4月21日の中日新聞に村上春樹のインタビューが載っていた。この中で村上さんは「アルジェの戦い」(1960)という映画に触れてこんなことを言っている。
《この映画では植民地の宗主国フランスは悪で、独立のために闘うアルジェリアの人たちは善です。僕らはこの映画に喝采を送りました。でも今、これを見ると、行われていること自体は、現在起きているテロと同じなんですよね。それに気づくと、ずいぶん複雑な気持ちになります。》
「1Q84」の中でも善と悪が簡単には決められるものではないことを言っている。「この世には絶対的な善もなければ、絶対的な悪もない。
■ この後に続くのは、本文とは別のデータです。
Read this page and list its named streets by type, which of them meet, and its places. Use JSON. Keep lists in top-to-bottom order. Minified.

善悪とは静止し固定されたものではなく、常に場所や立場を入れ替え続けるもの」
このことを前提に、このニュースを考えたい。
http://headlines.yahoo.co.jp/hl?a=20150505-00000001-asahi-int
またかよ。「明治日本の産業革命遺産」が世界文化遺産に登録される見通しとなったことに対して、韓国が反発しているんだとさ。やれやれ。
「強制労働が行われたという事実は無視したまま、産業革命施設だけで美化して登録するのは、世界遺産条約の基本精神に反する」と喚いている。
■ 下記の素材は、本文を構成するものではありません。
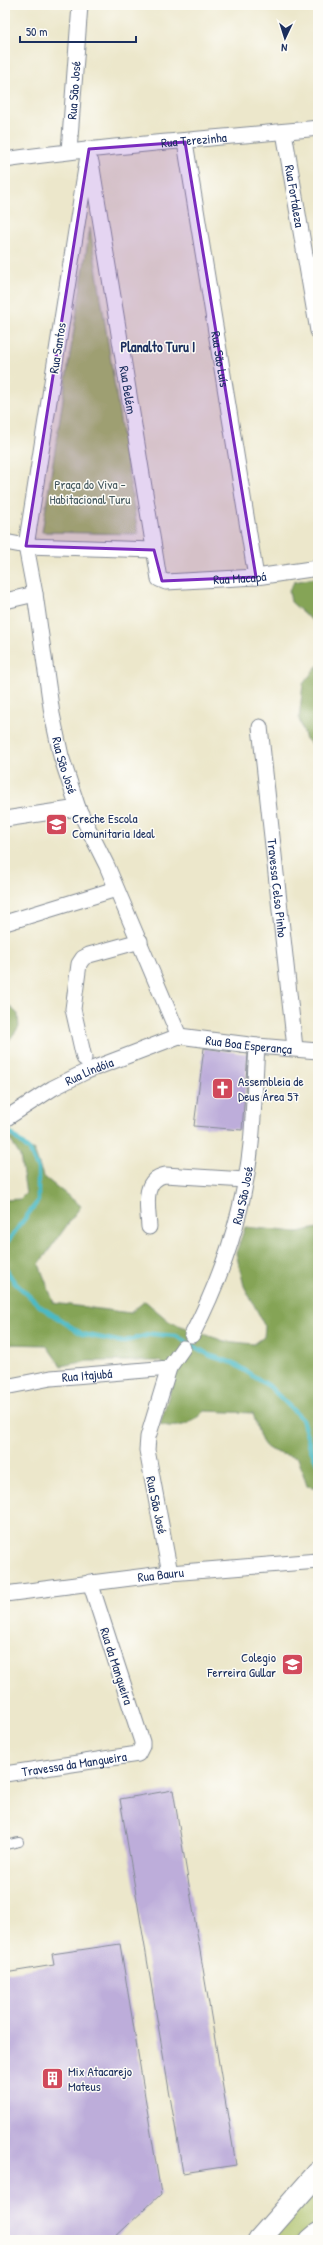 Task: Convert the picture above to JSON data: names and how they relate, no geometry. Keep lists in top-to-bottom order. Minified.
{"streets":{"street":["Rua São José","Rua Terezinha","Rua Fortaleza","Rua Santos","Rua São Luís","Rua Belém","Rua Macapá","Travessa Celso Pinho","Rua Boa Esperança","Rua Lindóia","Rua Itajubá","Rua Bauru","Rua da Mangueira","Travessa da Mangueira"]},"crossings":[["Rua São José","Rua Terezinha"],["Rua São José","Rua Santos"],["Rua São José","Rua Boa Esperança"],["Rua São José","Rua Lindóia"],["Rua São José","Rua Itajubá"],["Rua São José","Rua Bauru"],["Rua Terezinha","Rua Fortaleza"],["Rua Terezinha","Rua Santos"],["Rua Terezinha","Rua São Luís"],["Rua Terezinha","Rua Belém"],["Rua Santos","Rua Belém"],["Rua São Luís","Rua Macapá"],["Rua Belém","Rua Macapá"],["Travessa Celso Pinho","Rua Boa Esperança"],["Rua Boa Esperança","Rua Lindóia"],["Rua Bauru","Rua da Mangueira"],["Rua da Mangueira","Travessa da Mangueira"]],"districts":["Planalto Turu I"],"parks":["Praça do Viva - Habitacional Turu"],"places":{"school or university":["Creche Escola Comunitaria Ideal","Colegio Ferreira Gullar"],"church":["Assembleia de Deus Área 57"],"building":["Mix Atacarejo Mateus"]},"scale_bar":"50 m","north":"bottom"}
そもそも「明治日本」と冠しているのだ。これらの施設は、幕末から明治期にかけて登場し活躍している。朝鮮併合は明治43年である。それまでに産業革命は起き、日清・日露という大戦を戦いぬいているのだ。朝鮮半島を併合する前にできた施設群と言っていい。
韓国人が言っている「強制労働」というのは大東亜戦争時の「戦時徴用」のことを言っているのだが、これは日本人として、朝鮮半島の人も、東北や九州の人も、三河人も徴用ということで労働に従事していた。「強制労働」というけれども――若干の差別はあったかもしれないが――日本人と同じ扱いをしていただけのこと。
隣人として「日本に観光拠点が増えることはいいことじゃないか。その流れが朝鮮半島にも回遊する仕組みをつくれば韓国も潤うので応援をしたい」くらいのこと言う度量が欲しい。う〜ん、期待するほうが無理か。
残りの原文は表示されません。